The OIB offers a genuinely bilingual education to French students and to foreign students studying in French schools around the world; at the same time, it focuses studies on a high-level university-entrance qualification exam in the language of the student's section.
The American portion of the OIB is guided by AAMIS (Association of American International Schools) and the College Board, who work closely with the French General Inspectorate of the National Ministry of Education. The number of American option OIB candidates worldwide is approximately 1,200, and has been increasing at an annual rate of 15%. A recent ministry directive has called for the opening of two new sections per Académie. New schools have joined annually in France and North America, while sections have also opened in Shanghai, Dublin, Johannesburg, and Hong Kong.
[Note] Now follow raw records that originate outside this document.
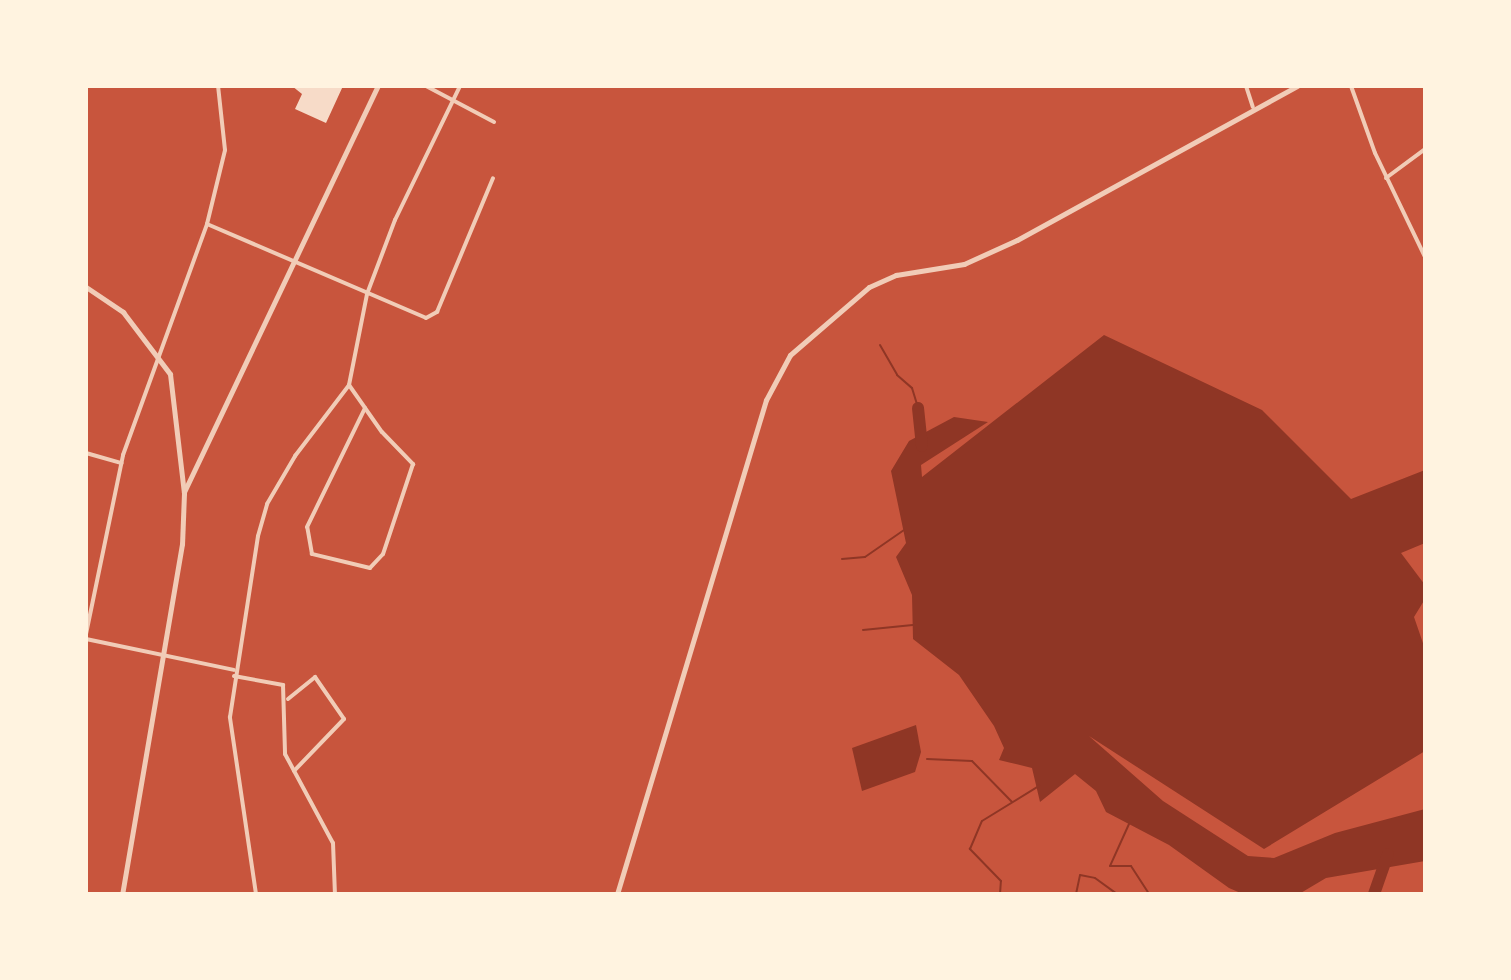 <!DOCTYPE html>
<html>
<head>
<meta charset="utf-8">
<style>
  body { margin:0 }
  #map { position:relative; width:1511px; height:980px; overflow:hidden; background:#c8553d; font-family:Ubuntu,sans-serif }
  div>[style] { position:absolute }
  .water>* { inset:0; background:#8f3625 }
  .stream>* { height:2px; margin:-1px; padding:0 1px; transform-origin:1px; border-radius:1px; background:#8f3625 }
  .river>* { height:12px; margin:-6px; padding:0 6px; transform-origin:6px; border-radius:6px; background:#8f3625 }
  .building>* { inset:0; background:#f7dbc8 }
  .minor>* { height:4px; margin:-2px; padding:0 2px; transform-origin:2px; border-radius:2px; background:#f1ccb7 }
  .tertiary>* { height:5px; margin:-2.5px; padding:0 2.5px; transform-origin:2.5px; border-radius:2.5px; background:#f1ccb7 }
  span { translate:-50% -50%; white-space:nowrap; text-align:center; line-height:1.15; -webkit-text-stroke:8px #fff3e0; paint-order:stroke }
  .frame { position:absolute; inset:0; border:88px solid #fff3e0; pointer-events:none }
</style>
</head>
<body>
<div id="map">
  <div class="water">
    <i style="clip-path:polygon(1104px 335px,1262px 410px,1351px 499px,1425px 470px,1425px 543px,1401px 553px,1425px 585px,1425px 599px,1414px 617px,1425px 649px,1425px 751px,1264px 849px,1089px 736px,1163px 801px,1248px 856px,1274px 858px,1335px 833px,1425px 809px,1425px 861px,1326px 878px,1299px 894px,1243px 894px,1229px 888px,1169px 845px,1106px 812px,1096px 791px,1075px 774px,1040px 802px,1032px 768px,999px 760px,1004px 748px,994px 726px,959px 675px,913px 639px,912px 595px,896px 557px,906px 543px,891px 471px,909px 441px,954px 417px,988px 422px,921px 465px,922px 477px)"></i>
    <i style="clip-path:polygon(916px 725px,921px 752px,915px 772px,862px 791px,852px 748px)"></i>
  </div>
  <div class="stream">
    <i style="left:880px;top:345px;width:34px;rotate:60deg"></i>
    <i style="left:897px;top:375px;width:20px;rotate:41deg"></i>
    <i style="left:912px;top:388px;width:21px;rotate:73deg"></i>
    <i style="left:842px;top:559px;width:23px;rotate:-5deg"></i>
    <i style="left:865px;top:557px;width:47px;rotate:-34.7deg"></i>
    <i style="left:863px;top:630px;width:50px;rotate:-5.7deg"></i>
    <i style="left:927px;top:759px;width:45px;rotate:2.5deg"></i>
    <i style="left:972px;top:761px;width:57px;rotate:45.7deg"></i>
    <i style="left:1129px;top:824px;width:46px;rotate:114.3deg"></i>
    <i style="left:1110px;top:866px;width:21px"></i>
    <i style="left:1131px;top:866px;width:33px;rotate:57deg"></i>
    <i style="left:1000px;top:894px;width:13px;rotate:-86deg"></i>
    <i style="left:1001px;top:881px;width:45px;rotate:-134.1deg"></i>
    <i style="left:970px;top:849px;width:30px;rotate:-67deg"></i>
    <i style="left:982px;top:821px;width:67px;rotate:-31.6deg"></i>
    <i style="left:1076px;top:894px;width:19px;rotate:-78deg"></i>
    <i style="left:1080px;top:875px;width:15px;rotate:11deg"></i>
    <i style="left:1095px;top:878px;width:27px;rotate:36deg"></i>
  </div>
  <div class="river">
    <i style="left:918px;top:408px;width:38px;rotate:84deg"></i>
    <i style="left:1374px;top:894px;width:42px;rotate:-70.7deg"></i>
  </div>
  <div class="building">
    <i style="clip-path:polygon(292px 86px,343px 86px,326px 123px,295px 109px,302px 94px)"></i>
  </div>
  <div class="minor">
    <i style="left:426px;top:86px;width:77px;rotate:27.9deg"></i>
    <i style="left:1246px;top:86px;width:22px;rotate:72deg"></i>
    <i style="left:1351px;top:86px;width:71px;rotate:70.3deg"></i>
    <i style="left:1375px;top:153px;width:115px;rotate:64.3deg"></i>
    <i style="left:1386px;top:178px;width:49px;rotate:-36.6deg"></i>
    <i style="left:207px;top:224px;width:238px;rotate:23.2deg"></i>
    <i style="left:426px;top:318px;width:13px;rotate:-29deg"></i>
    <i style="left:437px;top:312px;width:145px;rotate:-67.3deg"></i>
    <i style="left:349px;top:385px;width:28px;rotate:55deg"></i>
    <i style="left:365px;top:408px;width:29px;rotate:55deg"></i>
    <i style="left:382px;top:432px;width:45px;rotate:45.9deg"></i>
    <i style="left:413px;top:464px;width:95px;rotate:108.4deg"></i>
    <i style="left:383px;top:554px;width:19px;rotate:133deg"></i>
    <i style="left:370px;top:568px;width:60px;rotate:-166.4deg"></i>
    <i style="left:312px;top:554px;width:27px;rotate:-100deg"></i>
    <i style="left:307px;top:527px;width:132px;rotate:-64deg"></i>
    <i style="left:86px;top:453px;width:37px;rotate:16deg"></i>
    <i style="left:86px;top:634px;width:183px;rotate:-78.3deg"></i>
    <i style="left:123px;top:455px;width:246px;rotate:-70deg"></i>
    <i style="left:207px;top:224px;width:76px;rotate:-76.3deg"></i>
    <i style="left:225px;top:150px;width:64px;rotate:-96.2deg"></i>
    <i style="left:86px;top:639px;width:151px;rotate:11.8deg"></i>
    <i style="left:234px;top:676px;width:50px;rotate:10.4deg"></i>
    <i style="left:283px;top:685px;width:69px;rotate:88.3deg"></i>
    <i style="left:285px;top:754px;width:101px;rotate:61.7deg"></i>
    <i style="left:333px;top:843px;width:51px;rotate:87.8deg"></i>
    <i style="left:288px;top:699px;width:35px;rotate:-39deg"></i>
    <i style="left:315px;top:677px;width:51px;rotate:55.4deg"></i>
    <i style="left:344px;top:719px;width:72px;rotate:133.9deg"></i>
    <i style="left:256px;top:894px;width:179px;rotate:-98.4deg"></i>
    <i style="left:230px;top:717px;width:183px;rotate:-81.2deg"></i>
    <i style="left:258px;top:536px;width:33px;rotate:-74deg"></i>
    <i style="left:267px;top:504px;width:56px;rotate:-59.7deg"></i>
    <i style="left:295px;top:456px;width:89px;rotate:-52.7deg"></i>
    <i style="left:349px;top:385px;width:93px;rotate:-78.8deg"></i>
    <i style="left:367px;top:294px;width:79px;rotate:-69.3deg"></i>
    <i style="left:395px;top:220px;width:149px;rotate:-64.1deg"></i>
  </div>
  <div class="tertiary">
    <i style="left:86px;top:287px;width:45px;rotate:34deg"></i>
    <i style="left:123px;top:312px;width:78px;rotate:52.8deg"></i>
    <i style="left:170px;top:374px;width:120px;rotate:83.3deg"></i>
    <i style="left:184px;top:493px;width:51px;rotate:92.2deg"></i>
    <i style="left:182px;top:544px;width:355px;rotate:99.7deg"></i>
    <i style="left:184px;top:492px;width:450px;rotate:-64.5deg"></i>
    <i style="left:617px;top:894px;width:516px;rotate:-73.22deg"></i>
    <i style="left:766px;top:400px;width:51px;rotate:-61.9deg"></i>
    <i style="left:790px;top:355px;width:104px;rotate:-40.7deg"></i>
    <i style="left:869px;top:287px;width:30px;rotate:-24deg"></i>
    <i style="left:896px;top:275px;width:69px;rotate:-9.2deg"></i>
    <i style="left:964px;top:264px;width:58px;rotate:-24.4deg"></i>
    <i style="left:1017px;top:240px;width:320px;rotate:-28.8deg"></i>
  </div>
  <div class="frame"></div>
</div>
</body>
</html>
OIB candidates complete the entire series of examinations required for the French baccalauréat général. In addition, they take oral and written exams in the language of their section, in both language/literature and history/geography. These exams have particularly high “coefficients,” or value, accounting for approximately 40% of the final grade on the bac. The OIB written examinations typically take place in early June, roughly a week before the French bac. OIB oral examinations follow the French bac, typically the last week of June. The American Section class of 2019 had 98% overall mention (honors) rate, with 53% earning a mention très bien.